» **Exercise**:
Lines below containing the word "margin" should be copied out.

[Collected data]

•••••

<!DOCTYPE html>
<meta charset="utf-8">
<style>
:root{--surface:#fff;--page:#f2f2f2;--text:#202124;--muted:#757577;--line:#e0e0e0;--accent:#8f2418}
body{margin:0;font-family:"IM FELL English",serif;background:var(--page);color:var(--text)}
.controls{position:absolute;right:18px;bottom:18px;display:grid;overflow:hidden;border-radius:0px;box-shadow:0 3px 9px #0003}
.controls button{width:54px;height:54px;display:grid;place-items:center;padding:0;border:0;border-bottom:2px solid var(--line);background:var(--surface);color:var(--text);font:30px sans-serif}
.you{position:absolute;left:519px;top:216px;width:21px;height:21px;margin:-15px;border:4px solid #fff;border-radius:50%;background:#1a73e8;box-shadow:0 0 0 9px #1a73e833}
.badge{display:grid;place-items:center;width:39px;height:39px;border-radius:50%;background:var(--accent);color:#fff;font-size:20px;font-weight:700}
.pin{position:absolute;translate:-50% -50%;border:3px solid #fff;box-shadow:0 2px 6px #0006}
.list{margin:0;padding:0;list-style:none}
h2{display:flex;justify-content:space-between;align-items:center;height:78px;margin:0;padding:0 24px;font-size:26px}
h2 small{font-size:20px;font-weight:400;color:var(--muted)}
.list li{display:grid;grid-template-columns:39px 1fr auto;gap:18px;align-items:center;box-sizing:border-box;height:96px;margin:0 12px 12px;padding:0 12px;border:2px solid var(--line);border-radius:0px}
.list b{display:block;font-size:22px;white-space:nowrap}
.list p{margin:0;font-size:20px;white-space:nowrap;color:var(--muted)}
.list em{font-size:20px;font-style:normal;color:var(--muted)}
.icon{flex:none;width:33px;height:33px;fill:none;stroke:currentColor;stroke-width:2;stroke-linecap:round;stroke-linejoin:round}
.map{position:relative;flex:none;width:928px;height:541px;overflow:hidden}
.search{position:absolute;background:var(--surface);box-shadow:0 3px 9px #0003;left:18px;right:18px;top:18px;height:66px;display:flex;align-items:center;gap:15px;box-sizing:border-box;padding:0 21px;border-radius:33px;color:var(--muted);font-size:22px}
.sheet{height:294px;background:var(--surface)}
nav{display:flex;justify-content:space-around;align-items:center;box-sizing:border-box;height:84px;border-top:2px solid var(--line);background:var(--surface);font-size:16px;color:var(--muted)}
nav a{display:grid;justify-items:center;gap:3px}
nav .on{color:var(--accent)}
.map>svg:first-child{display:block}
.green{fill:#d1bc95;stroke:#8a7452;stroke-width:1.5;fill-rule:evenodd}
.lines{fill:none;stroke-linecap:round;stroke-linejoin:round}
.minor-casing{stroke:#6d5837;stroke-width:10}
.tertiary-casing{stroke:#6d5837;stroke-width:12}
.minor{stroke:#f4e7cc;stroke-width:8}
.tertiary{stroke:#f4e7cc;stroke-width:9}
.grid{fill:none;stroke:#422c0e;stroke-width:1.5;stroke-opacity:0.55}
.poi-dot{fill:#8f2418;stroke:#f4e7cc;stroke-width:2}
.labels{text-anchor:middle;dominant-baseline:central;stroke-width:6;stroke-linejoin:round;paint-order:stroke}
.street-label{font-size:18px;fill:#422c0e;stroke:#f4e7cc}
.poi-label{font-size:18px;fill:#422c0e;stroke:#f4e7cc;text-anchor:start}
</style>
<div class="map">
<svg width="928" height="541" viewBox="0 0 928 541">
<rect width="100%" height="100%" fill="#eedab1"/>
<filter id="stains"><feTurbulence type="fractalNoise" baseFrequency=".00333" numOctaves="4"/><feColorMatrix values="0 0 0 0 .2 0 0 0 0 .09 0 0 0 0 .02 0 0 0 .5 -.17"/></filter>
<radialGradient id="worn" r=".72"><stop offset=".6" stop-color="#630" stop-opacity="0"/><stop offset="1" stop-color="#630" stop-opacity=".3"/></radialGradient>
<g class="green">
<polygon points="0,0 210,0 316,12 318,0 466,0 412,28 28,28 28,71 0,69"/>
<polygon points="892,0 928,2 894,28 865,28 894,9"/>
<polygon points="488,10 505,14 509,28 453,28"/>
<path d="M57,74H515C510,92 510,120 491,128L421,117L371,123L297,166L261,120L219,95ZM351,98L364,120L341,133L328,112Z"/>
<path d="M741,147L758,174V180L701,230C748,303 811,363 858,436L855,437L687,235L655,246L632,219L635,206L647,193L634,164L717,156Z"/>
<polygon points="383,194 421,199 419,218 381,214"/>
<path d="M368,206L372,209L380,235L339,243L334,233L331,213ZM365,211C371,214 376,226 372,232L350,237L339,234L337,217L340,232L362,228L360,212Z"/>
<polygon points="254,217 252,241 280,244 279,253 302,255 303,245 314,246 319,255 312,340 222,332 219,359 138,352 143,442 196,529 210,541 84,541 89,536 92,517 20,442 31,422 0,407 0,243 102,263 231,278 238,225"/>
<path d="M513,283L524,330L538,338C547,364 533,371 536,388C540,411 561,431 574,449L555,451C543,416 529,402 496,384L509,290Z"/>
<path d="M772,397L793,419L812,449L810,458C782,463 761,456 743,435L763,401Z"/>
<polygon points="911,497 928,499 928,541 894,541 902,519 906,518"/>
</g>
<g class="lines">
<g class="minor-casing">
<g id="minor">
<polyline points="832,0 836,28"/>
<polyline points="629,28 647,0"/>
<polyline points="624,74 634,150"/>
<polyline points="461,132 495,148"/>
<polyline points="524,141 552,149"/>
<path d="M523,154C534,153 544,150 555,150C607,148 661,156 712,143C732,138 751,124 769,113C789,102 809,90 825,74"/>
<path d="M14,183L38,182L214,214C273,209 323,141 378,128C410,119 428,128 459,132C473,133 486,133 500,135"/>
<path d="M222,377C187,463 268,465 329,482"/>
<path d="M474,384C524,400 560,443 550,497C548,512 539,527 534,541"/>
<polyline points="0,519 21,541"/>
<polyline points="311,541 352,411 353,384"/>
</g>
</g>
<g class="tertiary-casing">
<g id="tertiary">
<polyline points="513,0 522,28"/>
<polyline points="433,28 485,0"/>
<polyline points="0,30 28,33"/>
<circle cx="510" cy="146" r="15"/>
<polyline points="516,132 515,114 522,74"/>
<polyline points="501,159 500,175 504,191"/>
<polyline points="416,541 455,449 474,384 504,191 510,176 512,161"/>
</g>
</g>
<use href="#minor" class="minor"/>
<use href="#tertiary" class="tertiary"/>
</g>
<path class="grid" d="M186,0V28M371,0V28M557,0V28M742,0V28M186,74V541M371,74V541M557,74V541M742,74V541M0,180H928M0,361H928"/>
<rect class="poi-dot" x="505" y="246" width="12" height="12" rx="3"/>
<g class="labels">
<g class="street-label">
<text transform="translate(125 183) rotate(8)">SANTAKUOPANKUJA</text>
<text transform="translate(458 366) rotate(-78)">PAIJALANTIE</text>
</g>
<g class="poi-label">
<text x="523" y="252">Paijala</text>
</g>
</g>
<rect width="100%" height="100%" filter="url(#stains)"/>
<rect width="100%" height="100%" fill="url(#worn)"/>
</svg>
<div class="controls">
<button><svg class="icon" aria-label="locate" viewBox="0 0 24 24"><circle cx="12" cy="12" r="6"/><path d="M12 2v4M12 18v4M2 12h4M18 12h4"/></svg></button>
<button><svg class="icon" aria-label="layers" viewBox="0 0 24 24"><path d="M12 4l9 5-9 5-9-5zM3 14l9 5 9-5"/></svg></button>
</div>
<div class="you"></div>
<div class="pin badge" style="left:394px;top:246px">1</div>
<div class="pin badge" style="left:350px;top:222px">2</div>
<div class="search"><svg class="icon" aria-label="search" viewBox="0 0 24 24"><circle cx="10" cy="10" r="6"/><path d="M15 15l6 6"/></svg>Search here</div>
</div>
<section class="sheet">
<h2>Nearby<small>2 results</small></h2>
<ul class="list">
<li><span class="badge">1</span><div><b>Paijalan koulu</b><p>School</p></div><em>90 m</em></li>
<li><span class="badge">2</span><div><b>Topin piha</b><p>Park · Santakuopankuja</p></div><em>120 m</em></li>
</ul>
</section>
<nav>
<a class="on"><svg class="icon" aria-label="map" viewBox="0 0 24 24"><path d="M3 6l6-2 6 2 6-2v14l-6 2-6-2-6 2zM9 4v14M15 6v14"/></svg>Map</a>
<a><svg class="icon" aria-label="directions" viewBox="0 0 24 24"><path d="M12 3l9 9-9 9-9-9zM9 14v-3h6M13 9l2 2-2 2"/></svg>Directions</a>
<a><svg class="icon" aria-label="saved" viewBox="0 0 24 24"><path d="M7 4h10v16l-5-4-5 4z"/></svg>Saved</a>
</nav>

•••••

» **Response area**:
body{margin:0;font-family:"IM FELL English",serif;background:var(--page);color:var(--text)}
.you{position:absolute;left:519px;top:216px;width:21px;height:21px;margin:-15px;border:4px solid #fff;border-radius:50%;background:#1a73e8;box-shadow:0 0 0 9px #1a73e833}
.list{margin:0;padding:0;list-style:none}
h2{display:flex;justify-content:space-between;align-items:center;height:78px;margin:0;padding:0 24px;font-size:26px}
.list li{display:grid;grid-template-columns:39px 1fr auto;gap:18px;align-items:center;box-sizing:border-box;height:96px;margin:0 12px 12px;padding:0 12px;border:2px solid var(--line);border-radius:0px}
.list p{margin:0;font-size:20px;white-space:nowrap;color:var(--muted)}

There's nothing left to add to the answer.